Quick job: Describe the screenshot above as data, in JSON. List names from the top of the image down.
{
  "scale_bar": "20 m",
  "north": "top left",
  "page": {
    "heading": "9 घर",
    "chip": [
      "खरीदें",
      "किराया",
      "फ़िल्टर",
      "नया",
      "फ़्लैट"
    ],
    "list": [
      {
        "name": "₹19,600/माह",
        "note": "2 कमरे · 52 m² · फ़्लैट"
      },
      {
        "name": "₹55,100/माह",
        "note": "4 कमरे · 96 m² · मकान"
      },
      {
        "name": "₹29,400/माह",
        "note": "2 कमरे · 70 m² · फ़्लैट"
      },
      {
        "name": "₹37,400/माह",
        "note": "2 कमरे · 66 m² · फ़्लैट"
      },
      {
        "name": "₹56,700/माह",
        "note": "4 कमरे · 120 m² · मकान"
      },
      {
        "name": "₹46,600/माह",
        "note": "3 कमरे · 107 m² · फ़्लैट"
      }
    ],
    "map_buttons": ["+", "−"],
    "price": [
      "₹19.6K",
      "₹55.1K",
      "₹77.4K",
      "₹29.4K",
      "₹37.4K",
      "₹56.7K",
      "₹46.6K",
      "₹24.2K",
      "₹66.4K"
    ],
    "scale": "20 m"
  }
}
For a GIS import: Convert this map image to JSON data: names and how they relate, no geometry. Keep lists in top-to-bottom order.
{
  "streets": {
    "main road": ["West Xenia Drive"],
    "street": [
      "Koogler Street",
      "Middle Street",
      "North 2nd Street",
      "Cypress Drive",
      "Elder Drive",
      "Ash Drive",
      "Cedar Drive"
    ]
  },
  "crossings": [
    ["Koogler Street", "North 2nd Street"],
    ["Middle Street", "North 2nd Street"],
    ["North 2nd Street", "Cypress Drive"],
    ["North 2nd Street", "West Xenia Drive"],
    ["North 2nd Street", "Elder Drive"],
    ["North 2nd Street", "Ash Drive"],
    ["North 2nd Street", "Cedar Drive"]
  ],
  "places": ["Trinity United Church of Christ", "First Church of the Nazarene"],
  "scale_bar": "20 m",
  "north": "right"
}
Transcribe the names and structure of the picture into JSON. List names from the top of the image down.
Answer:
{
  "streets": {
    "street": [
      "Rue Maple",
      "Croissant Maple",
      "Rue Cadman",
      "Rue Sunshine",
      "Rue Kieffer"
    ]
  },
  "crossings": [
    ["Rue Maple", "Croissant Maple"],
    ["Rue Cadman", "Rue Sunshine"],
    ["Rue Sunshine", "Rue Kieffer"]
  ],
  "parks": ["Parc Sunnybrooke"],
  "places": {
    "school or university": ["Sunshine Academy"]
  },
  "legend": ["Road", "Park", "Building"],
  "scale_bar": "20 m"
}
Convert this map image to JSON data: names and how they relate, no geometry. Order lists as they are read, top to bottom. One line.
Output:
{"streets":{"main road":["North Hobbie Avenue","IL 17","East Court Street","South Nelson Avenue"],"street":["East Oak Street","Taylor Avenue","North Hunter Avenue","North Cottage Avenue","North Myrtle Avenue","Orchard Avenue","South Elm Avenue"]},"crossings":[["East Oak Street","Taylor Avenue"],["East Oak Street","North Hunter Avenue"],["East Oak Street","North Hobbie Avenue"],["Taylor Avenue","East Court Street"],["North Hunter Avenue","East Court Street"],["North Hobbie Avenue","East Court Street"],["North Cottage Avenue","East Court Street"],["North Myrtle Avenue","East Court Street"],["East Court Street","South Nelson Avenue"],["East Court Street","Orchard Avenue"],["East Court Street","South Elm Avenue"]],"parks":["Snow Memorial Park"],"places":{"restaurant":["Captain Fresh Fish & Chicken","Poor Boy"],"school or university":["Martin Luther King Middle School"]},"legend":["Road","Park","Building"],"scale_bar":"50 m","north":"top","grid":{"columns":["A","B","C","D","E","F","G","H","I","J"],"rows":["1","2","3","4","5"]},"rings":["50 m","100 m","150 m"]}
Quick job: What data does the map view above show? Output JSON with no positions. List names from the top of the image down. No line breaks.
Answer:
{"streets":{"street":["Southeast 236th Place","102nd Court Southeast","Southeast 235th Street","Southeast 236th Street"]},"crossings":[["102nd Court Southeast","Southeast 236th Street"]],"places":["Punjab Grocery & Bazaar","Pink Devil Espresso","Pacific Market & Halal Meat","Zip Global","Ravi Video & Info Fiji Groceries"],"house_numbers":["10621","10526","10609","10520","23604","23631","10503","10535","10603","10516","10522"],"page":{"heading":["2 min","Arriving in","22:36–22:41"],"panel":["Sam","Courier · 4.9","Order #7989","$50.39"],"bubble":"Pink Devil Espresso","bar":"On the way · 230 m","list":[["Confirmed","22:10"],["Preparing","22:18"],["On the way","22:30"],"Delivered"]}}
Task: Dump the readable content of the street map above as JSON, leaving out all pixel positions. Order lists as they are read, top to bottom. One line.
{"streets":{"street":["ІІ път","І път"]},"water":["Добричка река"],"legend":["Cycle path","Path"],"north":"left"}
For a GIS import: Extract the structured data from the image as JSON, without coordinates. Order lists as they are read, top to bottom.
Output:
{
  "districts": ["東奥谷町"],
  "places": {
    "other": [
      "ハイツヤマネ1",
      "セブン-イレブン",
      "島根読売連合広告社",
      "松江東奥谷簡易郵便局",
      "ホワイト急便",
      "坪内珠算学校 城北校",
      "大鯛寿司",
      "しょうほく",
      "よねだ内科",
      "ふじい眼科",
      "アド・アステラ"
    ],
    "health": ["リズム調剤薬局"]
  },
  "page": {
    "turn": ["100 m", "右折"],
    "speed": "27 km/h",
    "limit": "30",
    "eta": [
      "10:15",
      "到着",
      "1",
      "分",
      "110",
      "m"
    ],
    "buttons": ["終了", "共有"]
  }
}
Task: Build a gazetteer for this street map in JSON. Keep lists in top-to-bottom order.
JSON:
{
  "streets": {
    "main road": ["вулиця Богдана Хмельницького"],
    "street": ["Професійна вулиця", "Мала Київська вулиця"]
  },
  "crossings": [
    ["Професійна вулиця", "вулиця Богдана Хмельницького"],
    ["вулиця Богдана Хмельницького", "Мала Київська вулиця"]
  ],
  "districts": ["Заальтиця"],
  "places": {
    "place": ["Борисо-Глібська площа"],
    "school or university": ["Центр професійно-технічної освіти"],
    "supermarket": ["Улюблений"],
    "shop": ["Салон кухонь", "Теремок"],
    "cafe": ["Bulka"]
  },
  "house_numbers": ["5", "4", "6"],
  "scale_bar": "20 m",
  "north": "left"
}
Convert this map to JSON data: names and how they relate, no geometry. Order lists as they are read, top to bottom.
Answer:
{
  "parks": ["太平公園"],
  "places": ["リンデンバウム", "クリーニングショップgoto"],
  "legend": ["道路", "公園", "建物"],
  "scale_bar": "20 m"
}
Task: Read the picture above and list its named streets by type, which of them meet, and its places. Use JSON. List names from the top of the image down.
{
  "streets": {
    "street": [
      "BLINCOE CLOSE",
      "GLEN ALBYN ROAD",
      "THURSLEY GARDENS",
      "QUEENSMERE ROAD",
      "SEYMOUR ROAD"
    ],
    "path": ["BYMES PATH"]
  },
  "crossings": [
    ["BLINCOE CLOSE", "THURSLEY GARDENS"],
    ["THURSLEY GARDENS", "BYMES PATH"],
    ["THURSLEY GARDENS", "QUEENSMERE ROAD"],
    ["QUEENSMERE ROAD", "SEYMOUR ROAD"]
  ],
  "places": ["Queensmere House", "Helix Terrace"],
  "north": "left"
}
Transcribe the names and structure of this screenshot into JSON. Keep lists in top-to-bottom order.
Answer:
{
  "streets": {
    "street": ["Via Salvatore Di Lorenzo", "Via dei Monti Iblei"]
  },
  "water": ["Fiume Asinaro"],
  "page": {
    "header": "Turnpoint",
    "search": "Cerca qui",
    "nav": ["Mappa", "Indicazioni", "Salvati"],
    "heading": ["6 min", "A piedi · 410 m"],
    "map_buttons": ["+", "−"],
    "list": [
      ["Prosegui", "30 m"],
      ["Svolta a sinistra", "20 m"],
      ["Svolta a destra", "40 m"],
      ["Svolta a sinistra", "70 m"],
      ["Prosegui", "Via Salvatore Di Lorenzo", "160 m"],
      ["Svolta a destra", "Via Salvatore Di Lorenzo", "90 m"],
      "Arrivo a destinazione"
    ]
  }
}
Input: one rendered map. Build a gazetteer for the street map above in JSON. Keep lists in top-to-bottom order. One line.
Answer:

EXERCISE DETAILS ->
From the line that contains "Input: one rendered" through the last line of the listing, every line is to be restated word for word, both ends included.

COMPLETED TASK ->
Input: one rendered map. Build a gazetteer for the street map above in JSON. Keep lists in top-to-bottom order. One line.
Answer:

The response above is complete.